## What needs to be done
All records are to be transcribed in full; any pictures among them are to be skipped.

[Dataset entries]
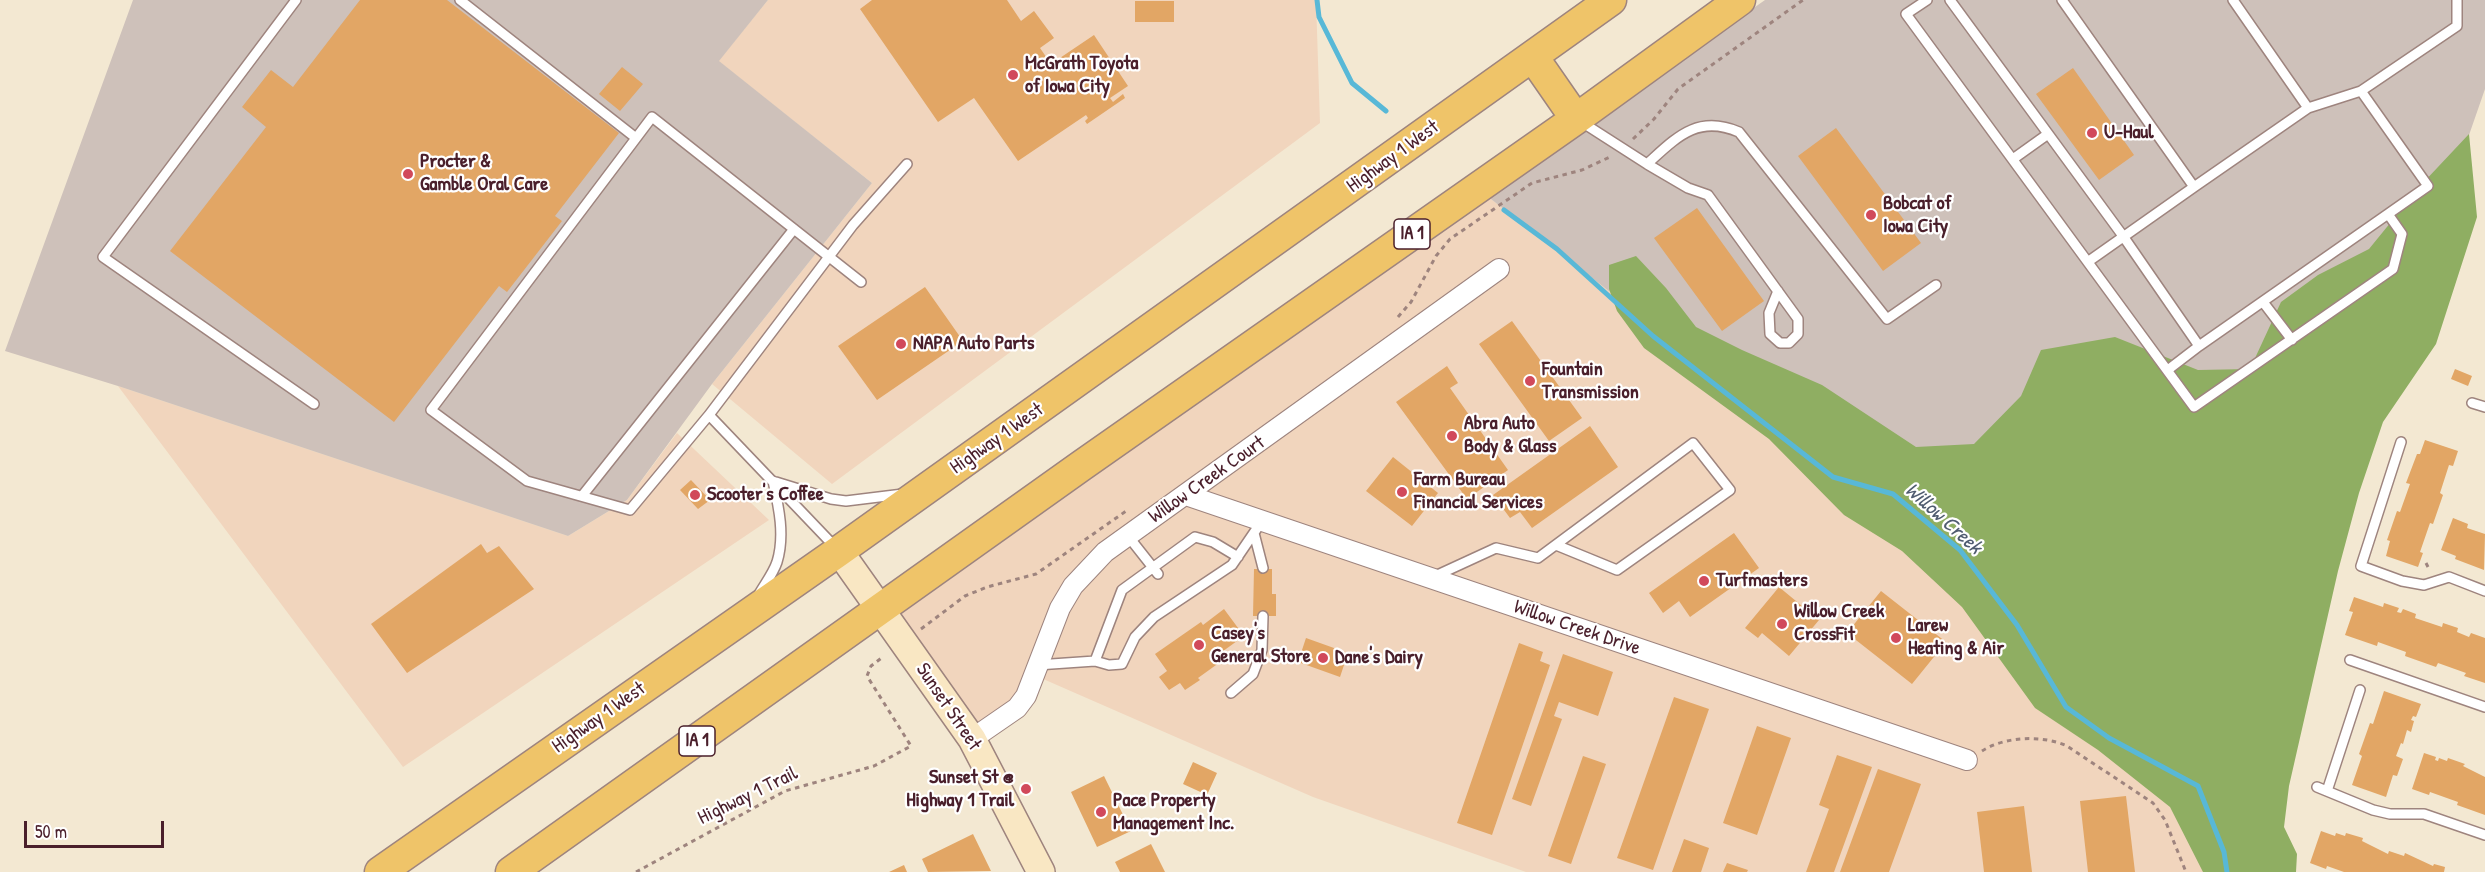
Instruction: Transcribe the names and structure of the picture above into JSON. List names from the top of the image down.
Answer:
{
  "streets": {
    "main road": ["Highway 1 West", "IA 1"],
    "street": ["Willow Creek Court", "Willow Creek Drive", "Sunset Street"],
    "path": ["Highway 1 Trail"]
  },
  "crossings": [
    ["Highway 1 West", "Sunset Street"],
    ["IA 1", "Sunset Street"],
    ["Willow Creek Court", "Willow Creek Drive"],
    ["Willow Creek Court", "Sunset Street"],
    ["Sunset Street", "Highway 1 Trail"]
  ],
  "water": ["Willow Creek"],
  "places": [
    "McGrath Toyota of Iowa City",
    "U-Haul",
    "Procter & Gamble Oral Care",
    "Bobcat of Iowa City",
    "NAPA Auto Parts",
    "Fountain Transmission",
    "Abra Auto Body & Glass",
    "Farm Bureau Financial Services",
    "Scooter's Coffee",
    "Turfmasters",
    "Willow Creek CrossFit",
    "Larew Heating & Air",
    "Casey's General Store",
    "Dane's Dairy",
    "Sunset St @ Highway 1 Trail",
    "Pace Property Management Inc."
  ],
  "scale_bar": "50 m"
}
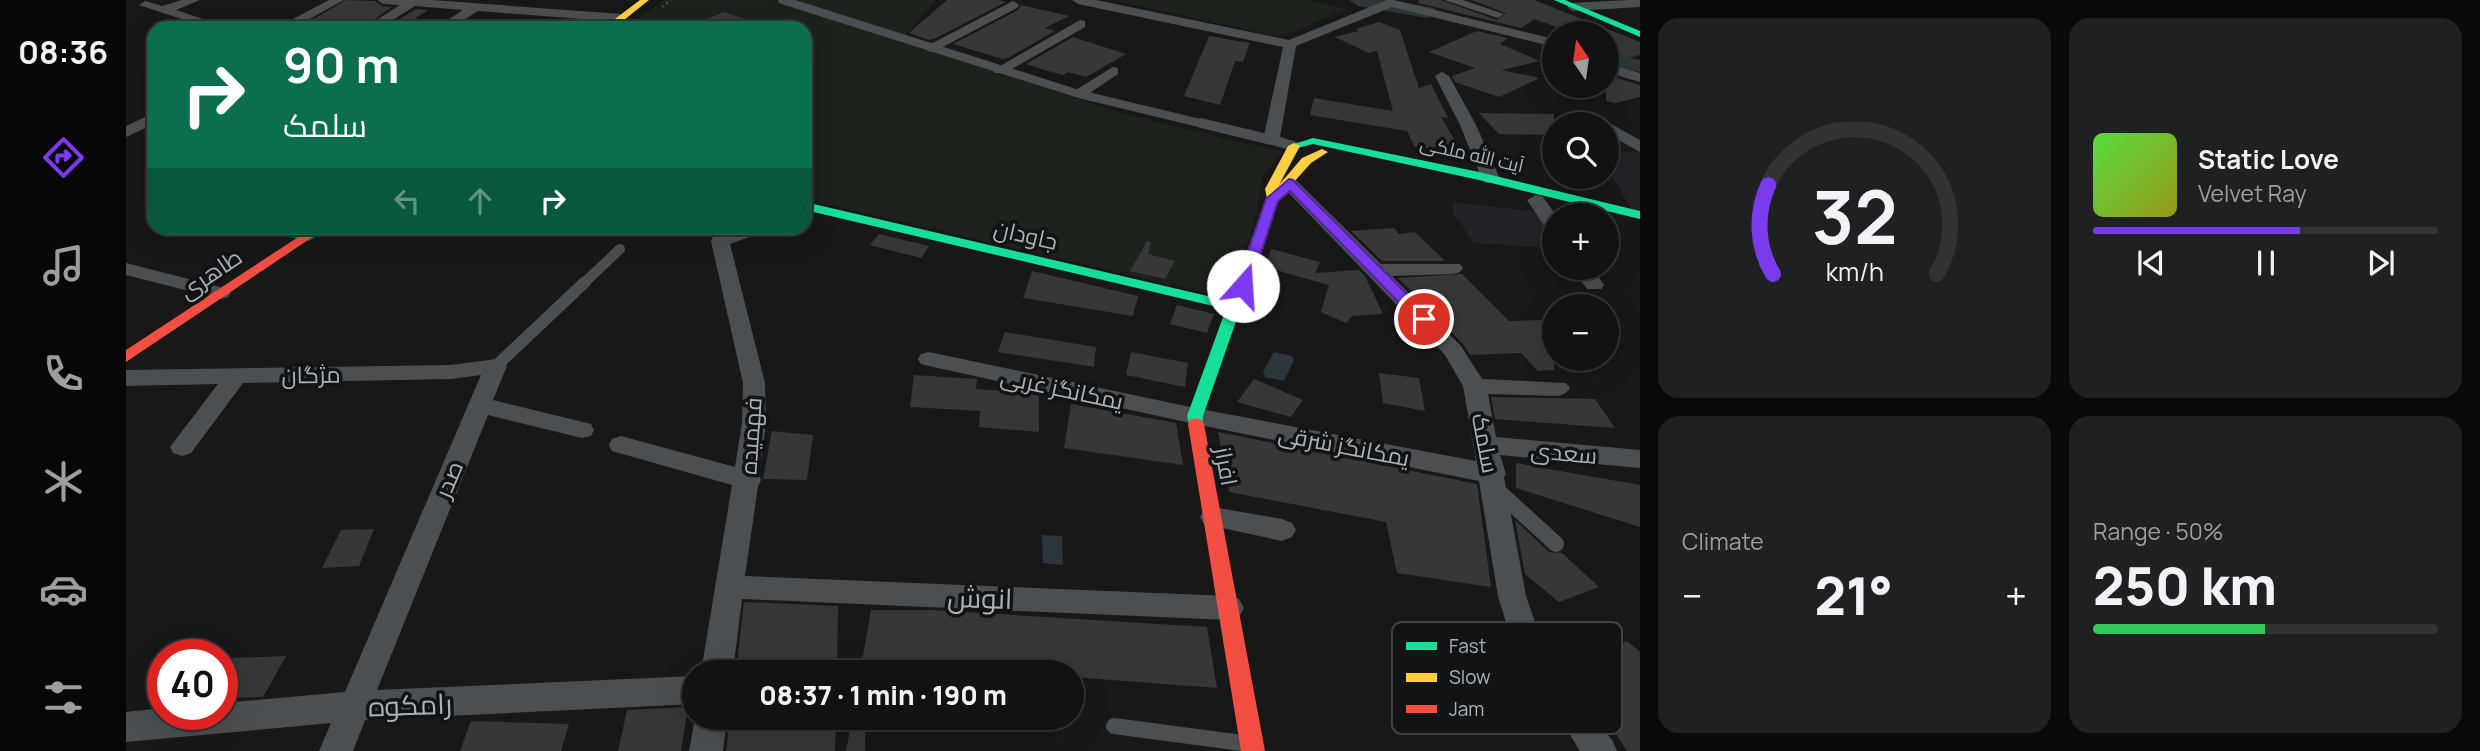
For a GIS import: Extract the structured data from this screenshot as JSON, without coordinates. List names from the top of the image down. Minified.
{"streets":{"street":["آیت الله ملکی","جاودان","طاهری","مژگان","یمکانگز غربی","فهمیده","سلمک","یمکانگز شرقی","سعدی","افراز","صدر","انوش","رامکوه"]},"crossings":[["مژگان","صدر"],["یمکانگز غربی","یمکانگز شرقی"],["یمکانگز غربی","افراز"],["فهمیده","انوش"],["سلمک","یمکانگز شرقی"],["سلمک","سعدی"],["یمکانگز شرقی","افراز"],["افراز","انوش"],["صدر","رامکوه"]],"legend":["Fast","Slow","Jam"],"north":"top","page":{"tabs":"08:36","map_buttons":["+","−"],"turn":["90 m","سلمک"],"song":["Static Love","Velvet Ray"],"tile":["Climate",["Range · 50%","250 km"]],"heat":["−","21°","+"],"limit":"40","trip":"08:37 · 1 min · 190 m","gauge":["32","km/h"]}}
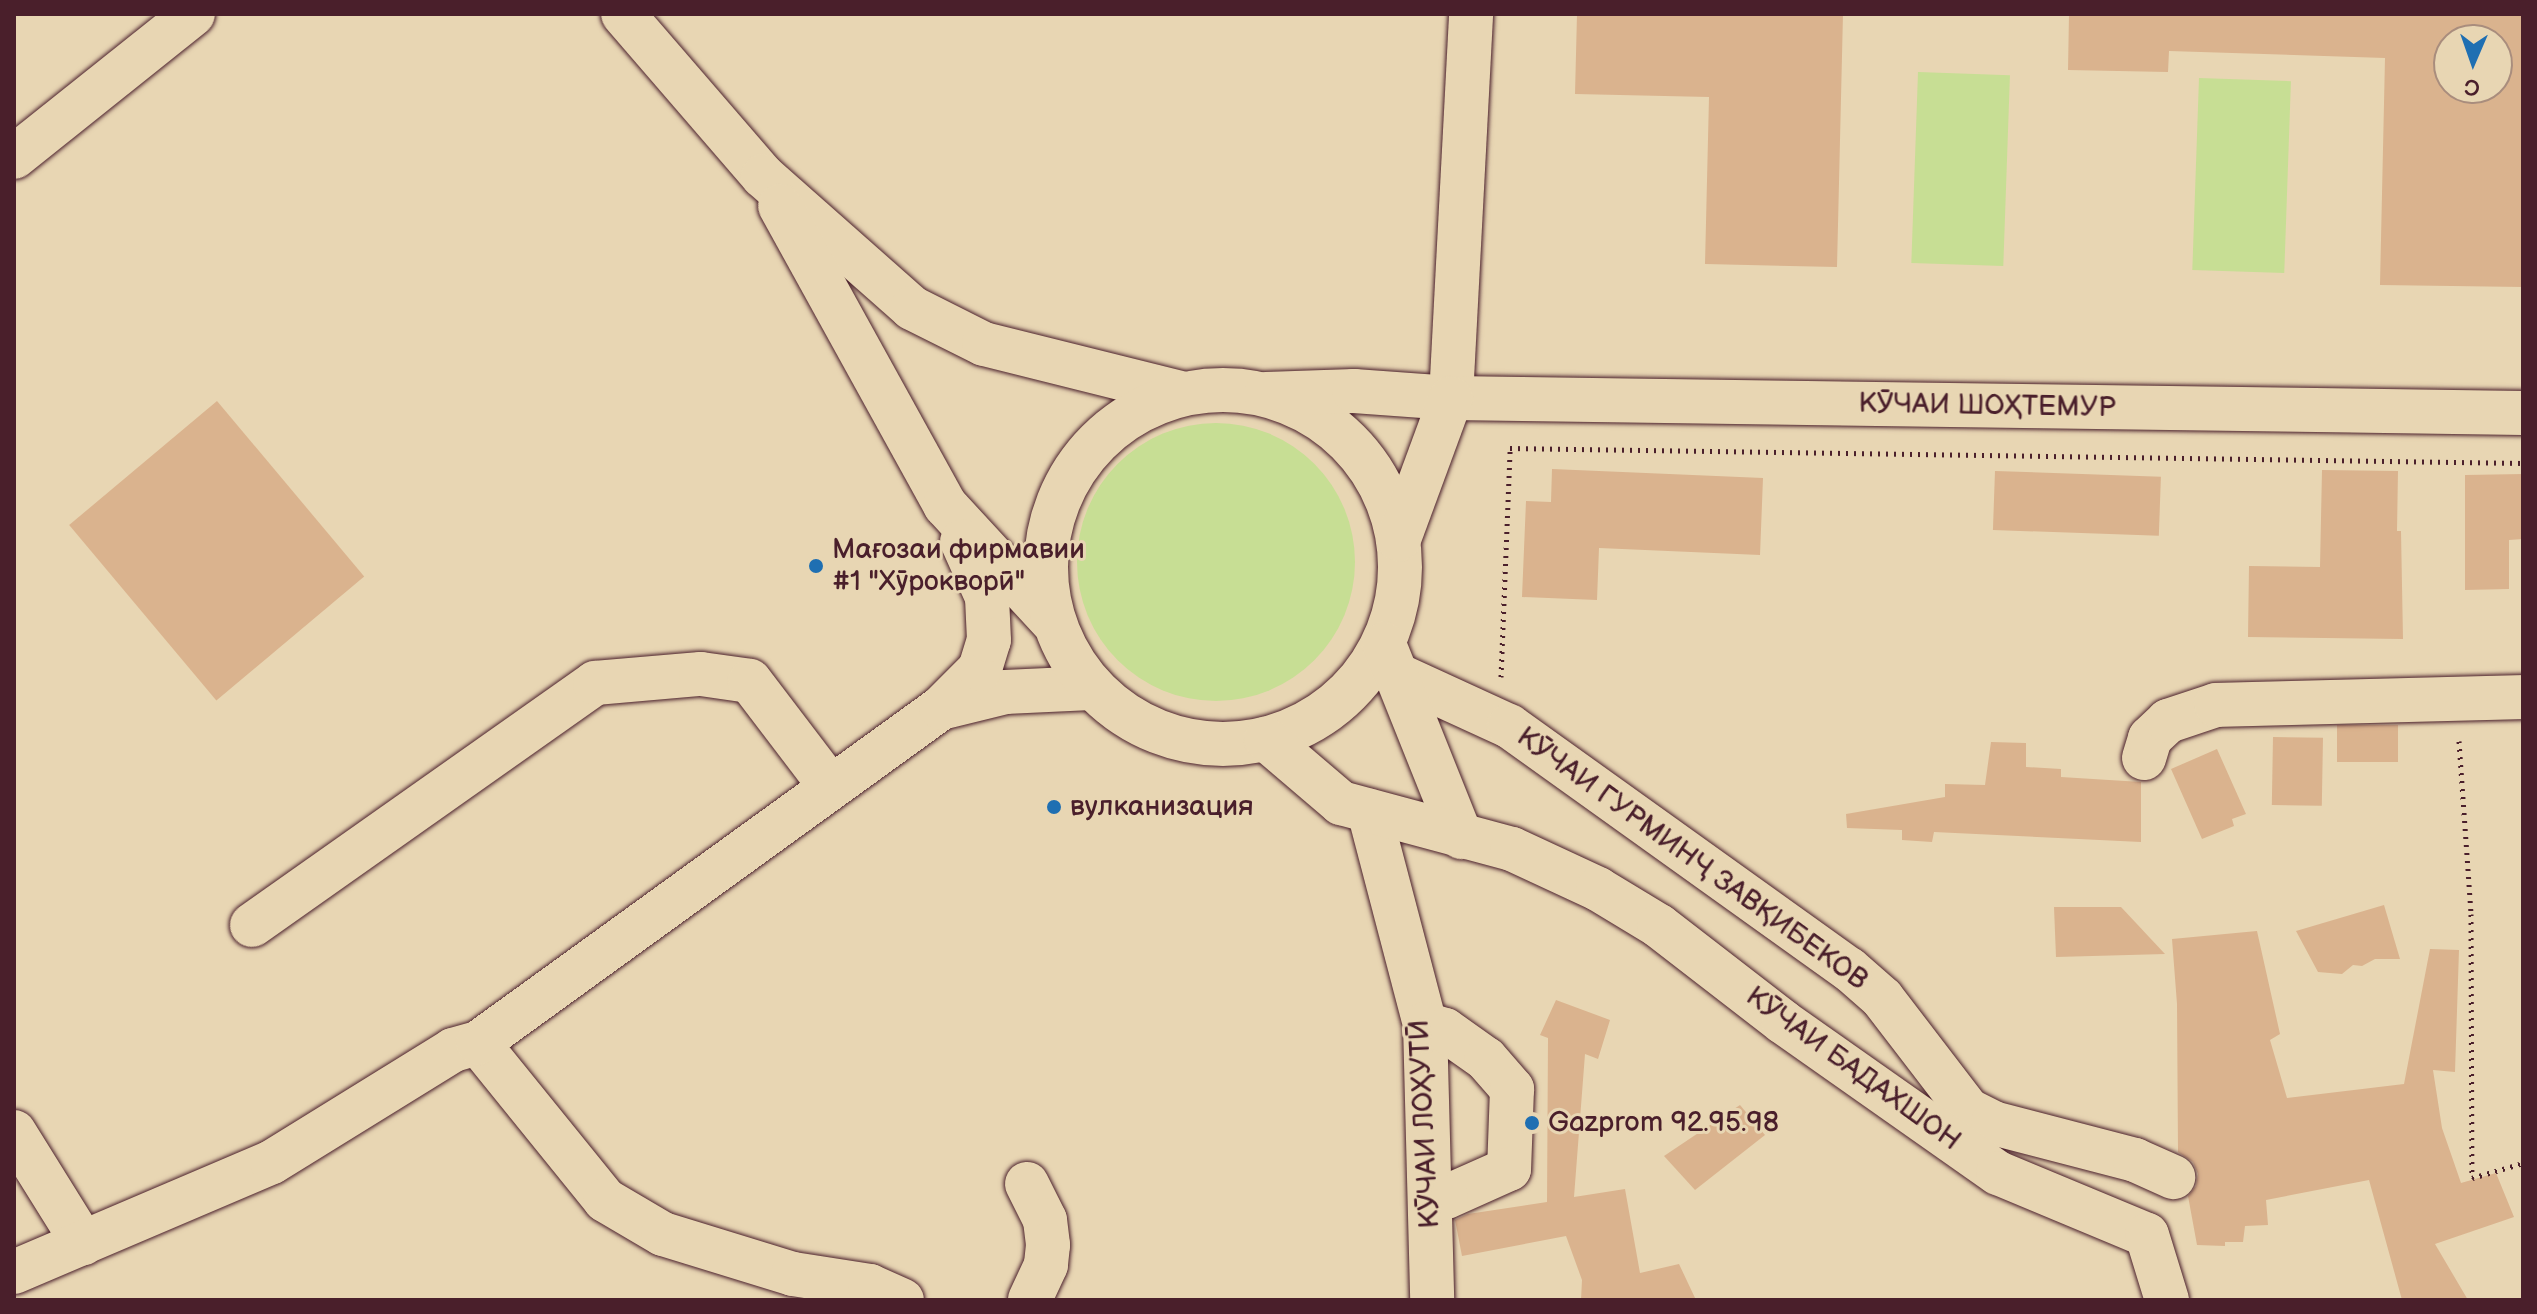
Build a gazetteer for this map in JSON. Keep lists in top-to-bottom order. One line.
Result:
{"streets":{"main road":["КӮЧАИ ШОҲТЕМУР","КӮЧАИ ГУРМИНҶ ЗАВҚИБЕКОВ","КӮЧАИ БАДАХШОН","КӮЧАИ ЛОҲУТӢ"]},"places":["Мағозаи фирмавии #1 \"Хӯрокворӣ\"","вулканизация","Gazprom 92.95.98"],"north":"bottom"}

## Completed exercise
Instruction: Transcribe the names and structure of the picture above into JSON. List names from the top of the image down.
Answer:
{
  "streets": {
    "main road": ["Highway 1 West", "IA 1"],
    "street": ["Willow Creek Court", "Willow Creek Drive", "Sunset Street"],
    "path": ["Highway 1 Trail"]
  },
  "crossings": [
    ["Highway 1 West", "Sunset Street"],
    ["IA 1", "Sunset Street"],
    ["Willow Creek Court", "Willow Creek Drive"],
    ["Willow Creek Court", "Sunset Street"],
    ["Sunset Street", "Highway 1 Trail"]
  ],
  "water": ["Willow Creek"],
  "places": [
    "McGrath Toyota of Iowa City",
    "U-Haul",
    "Procter & Gamble Oral Care",
    "Bobcat of Iowa City",
    "NAPA Auto Parts",
    "Fountain Transmission",
    "Abra Auto Body & Glass",
    "Farm Bureau Financial Services",
    "Scooter's Coffee",
    "Turfmasters",
    "Willow Creek CrossFit",
    "Larew Heating & Air",
    "Casey's General Store",
    "Dane's Dairy",
    "Sunset St @ Highway 1 Trail",
    "Pace Property Management Inc."
  ],
  "scale_bar": "50 m"
}
For a GIS import: Extract the structured data from this screenshot as JSON, without coordinates. List names from the top of the image down. Minified.
{"streets":{"street":["آیت الله ملکی","جاودان","طاهری","مژگان","یمکانگز غربی","فهمیده","سلمک","یمکانگز شرقی","سعدی","افراز","صدر","انوش","رامکوه"]},"crossings":[["مژگان","صدر"],["یمکانگز غربی","یمکانگز شرقی"],["یمکانگز غربی","افراز"],["فهمیده","انوش"],["سلمک","یمکانگز شرقی"],["سلمک","سعدی"],["یمکانگز شرقی","افراز"],["افراز","انوش"],["صدر","رامکوه"]],"legend":["Fast","Slow","Jam"],"north":"top","page":{"tabs":"08:36","map_buttons":["+","−"],"turn":["90 m","سلمک"],"song":["Static Love","Velvet Ray"],"tile":["Climate",["Range · 50%","250 km"]],"heat":["−","21°","+"],"limit":"40","trip":"08:37 · 1 min · 190 m","gauge":["32","km/h"]}}
Build a gazetteer for this map in JSON. Keep lists in top-to-bottom order. One line.
Result:
{"streets":{"main road":["КӮЧАИ ШОҲТЕМУР","КӮЧАИ ГУРМИНҶ ЗАВҚИБЕКОВ","КӮЧАИ БАДАХШОН","КӮЧАИ ЛОҲУТӢ"]},"places":["Мағозаи фирмавии #1 \"Хӯрокворӣ\"","вулканизация","Gazprom 92.95.98"],"north":"bottom"}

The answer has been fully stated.